### [Task prompt]
Go through the data below. List every line that holds the word "lists".

### [Dataset]
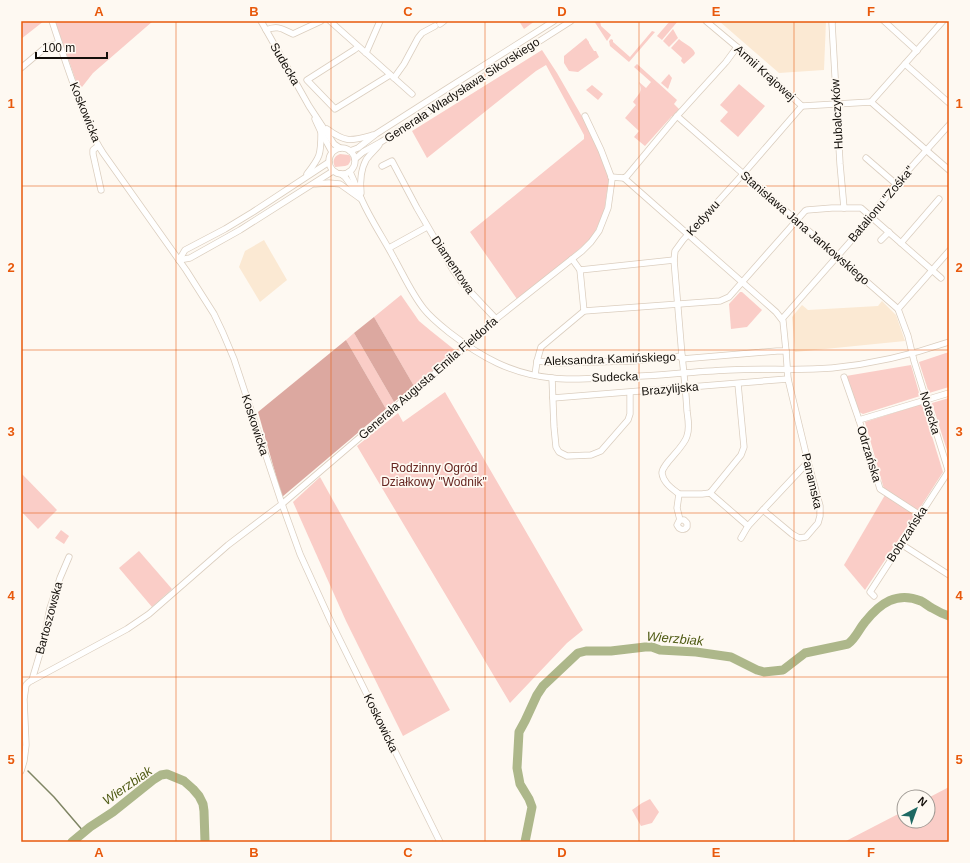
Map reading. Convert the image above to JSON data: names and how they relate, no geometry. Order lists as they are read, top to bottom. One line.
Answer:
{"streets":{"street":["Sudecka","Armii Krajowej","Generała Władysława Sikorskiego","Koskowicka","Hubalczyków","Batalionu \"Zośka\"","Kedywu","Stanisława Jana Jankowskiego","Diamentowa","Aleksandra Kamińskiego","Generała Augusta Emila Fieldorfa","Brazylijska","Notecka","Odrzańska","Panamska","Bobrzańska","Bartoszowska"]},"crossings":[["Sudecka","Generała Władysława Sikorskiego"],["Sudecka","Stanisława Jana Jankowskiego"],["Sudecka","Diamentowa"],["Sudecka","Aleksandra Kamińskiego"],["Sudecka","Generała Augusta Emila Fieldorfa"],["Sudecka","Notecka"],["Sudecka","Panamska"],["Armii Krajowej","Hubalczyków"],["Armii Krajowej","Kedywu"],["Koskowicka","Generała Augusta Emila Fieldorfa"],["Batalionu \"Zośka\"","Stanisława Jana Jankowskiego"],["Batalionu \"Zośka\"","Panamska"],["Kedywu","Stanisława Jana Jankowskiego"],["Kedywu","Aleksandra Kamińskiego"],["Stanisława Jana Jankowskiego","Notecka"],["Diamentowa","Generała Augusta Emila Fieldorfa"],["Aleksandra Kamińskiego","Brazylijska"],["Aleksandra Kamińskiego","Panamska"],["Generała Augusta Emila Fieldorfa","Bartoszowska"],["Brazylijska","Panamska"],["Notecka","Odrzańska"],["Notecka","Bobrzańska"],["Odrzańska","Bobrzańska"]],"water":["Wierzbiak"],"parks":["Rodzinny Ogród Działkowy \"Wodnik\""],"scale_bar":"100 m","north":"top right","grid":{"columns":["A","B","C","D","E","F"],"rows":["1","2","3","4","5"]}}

==

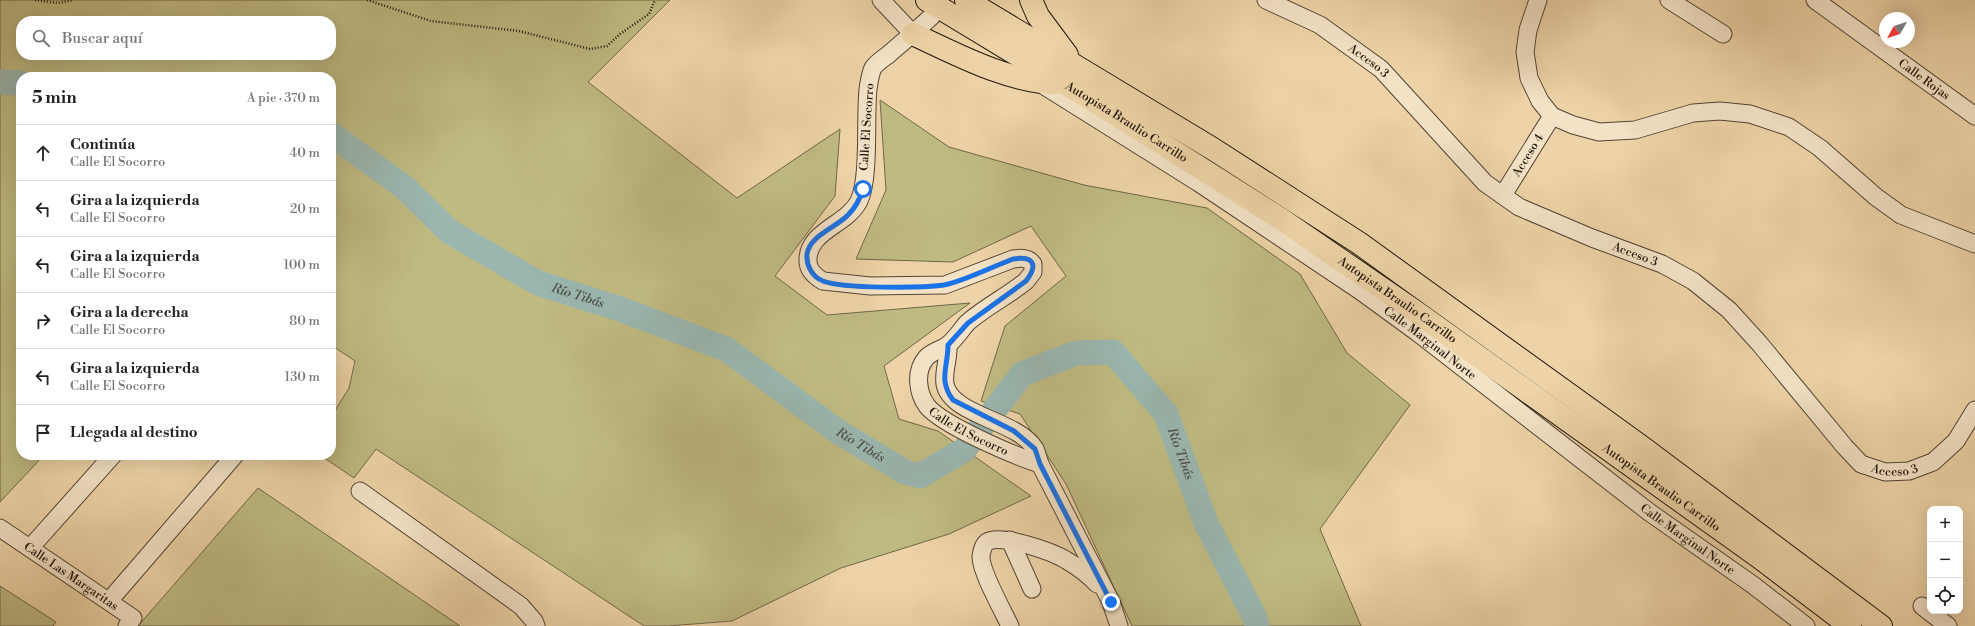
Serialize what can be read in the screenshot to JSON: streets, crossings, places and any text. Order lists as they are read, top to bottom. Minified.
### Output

### [Exercise response]
Map reading. Convert the image above to JSON data: names and how they relate, no geometry. Order lists as they are read, top to bottom. One line.
Serialize what can be read in the screenshot to JSON: streets, crossings, places and any text. Order lists as they are read, top to bottom. Minified.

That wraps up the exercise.